デスクの上に差してあるボールペンを手にすると、リカに差し出す。
「はい、エレメント」
「……笑ったからいいです」
「いいから。持っていこうよ」
むぅ、と拗ねているリカの頬に軽くキスすると、リカの手からボールペンを取り上げた。2本そろえて持つと、シャツの胸ポケットに差して手を差し出した。
「行こうか」
「……」
まだ拗ねた顔で大祐を見たリカは、何かを思いついたらしく、ばふっと大祐に抱きついた。
―― 帰ってきたら、ご褒美に撫でてあげます
その囁きにぞくっとした大祐からぱっと離れると、ぺろっと舌を出して見せたリカが先に立って部屋を出ていく。
―― う、うわー……。
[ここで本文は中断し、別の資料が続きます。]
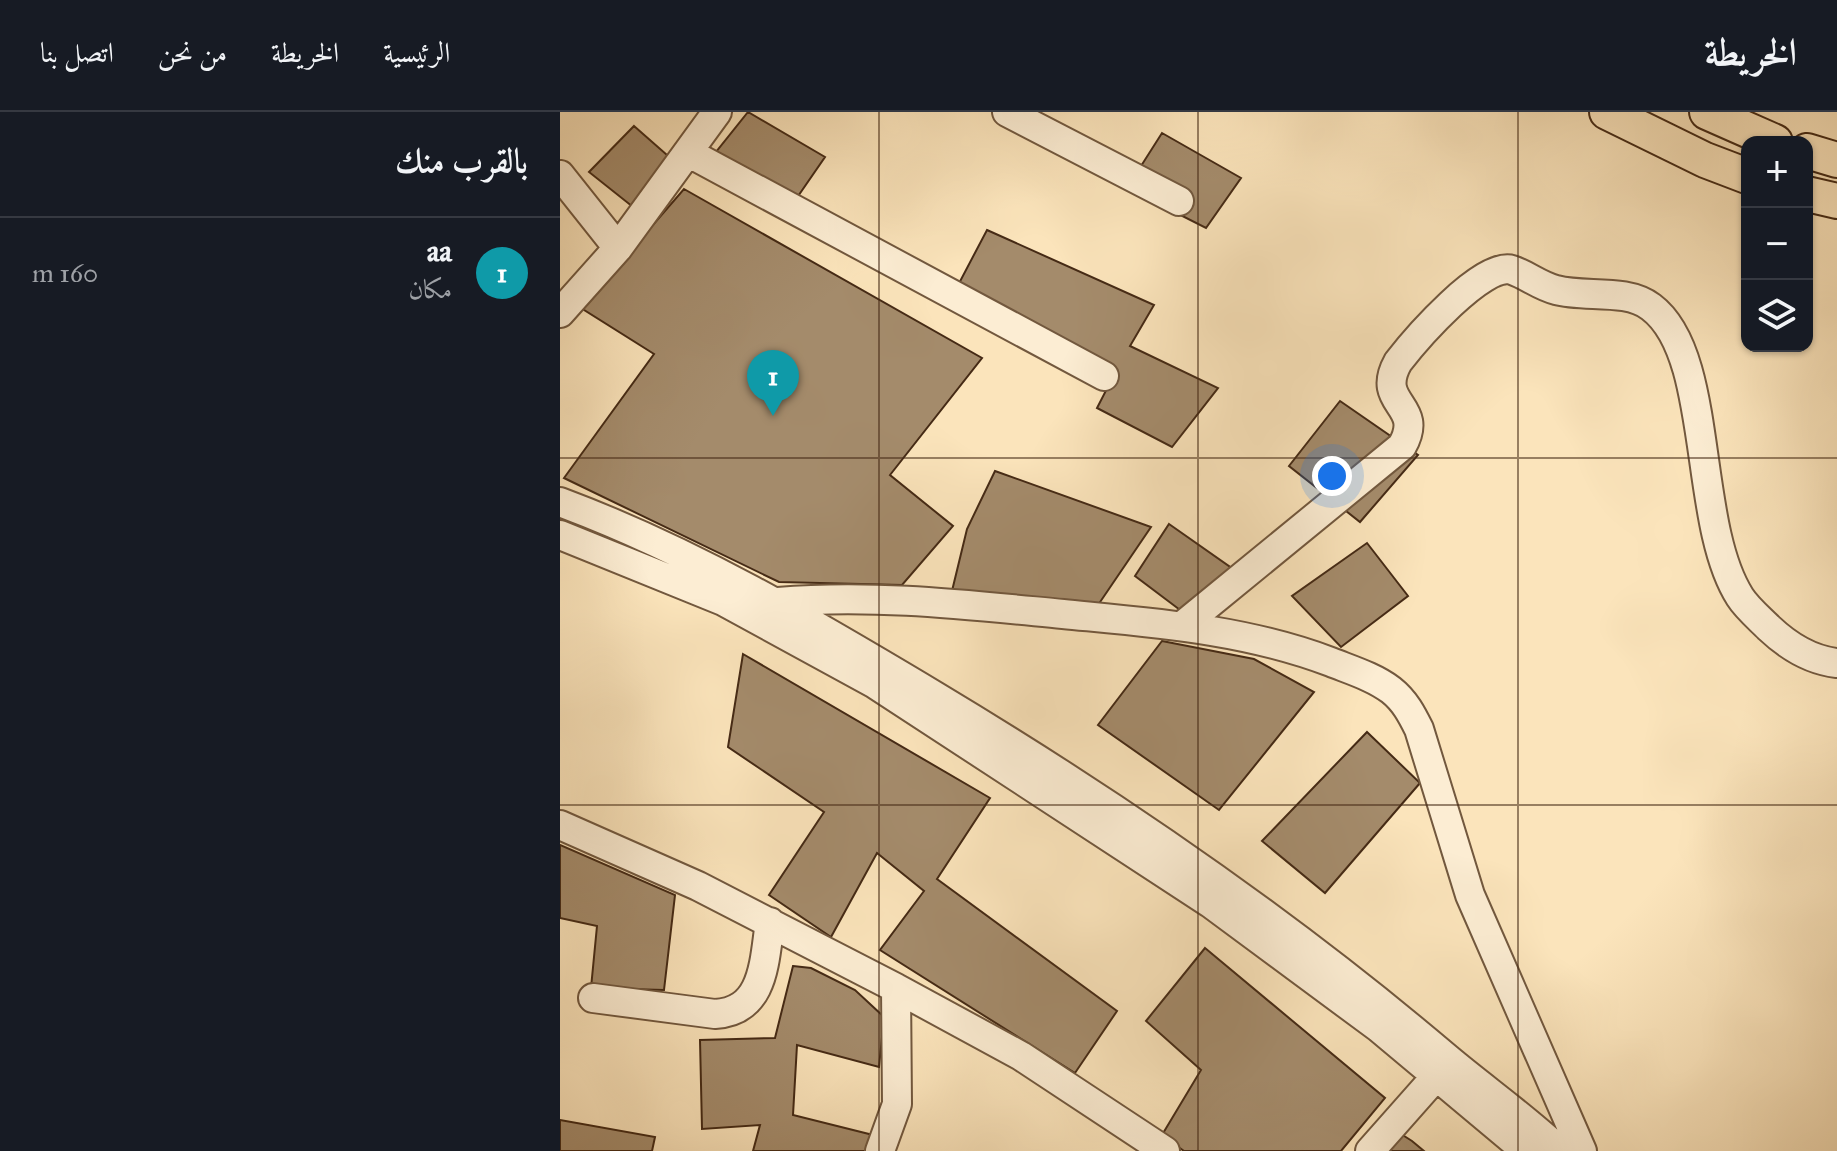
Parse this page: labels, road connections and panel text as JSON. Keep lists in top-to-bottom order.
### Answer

ご褒美って……
朝起きたばかりで、こんな明るい部屋の中にいて、そんな甘いことを囁かれたら、これから夜までどうしろと言うのだろう。
やられた、と唇を噛みしめながら急いでリカの後を追う。会えば会うほど、一緒にいればいるほど好きになっていくなんて。
「やっぱ、幸せ者だわ。俺」
一人、大祐の呟きを部屋の中に残して、かしゃん、と鍵が締まった。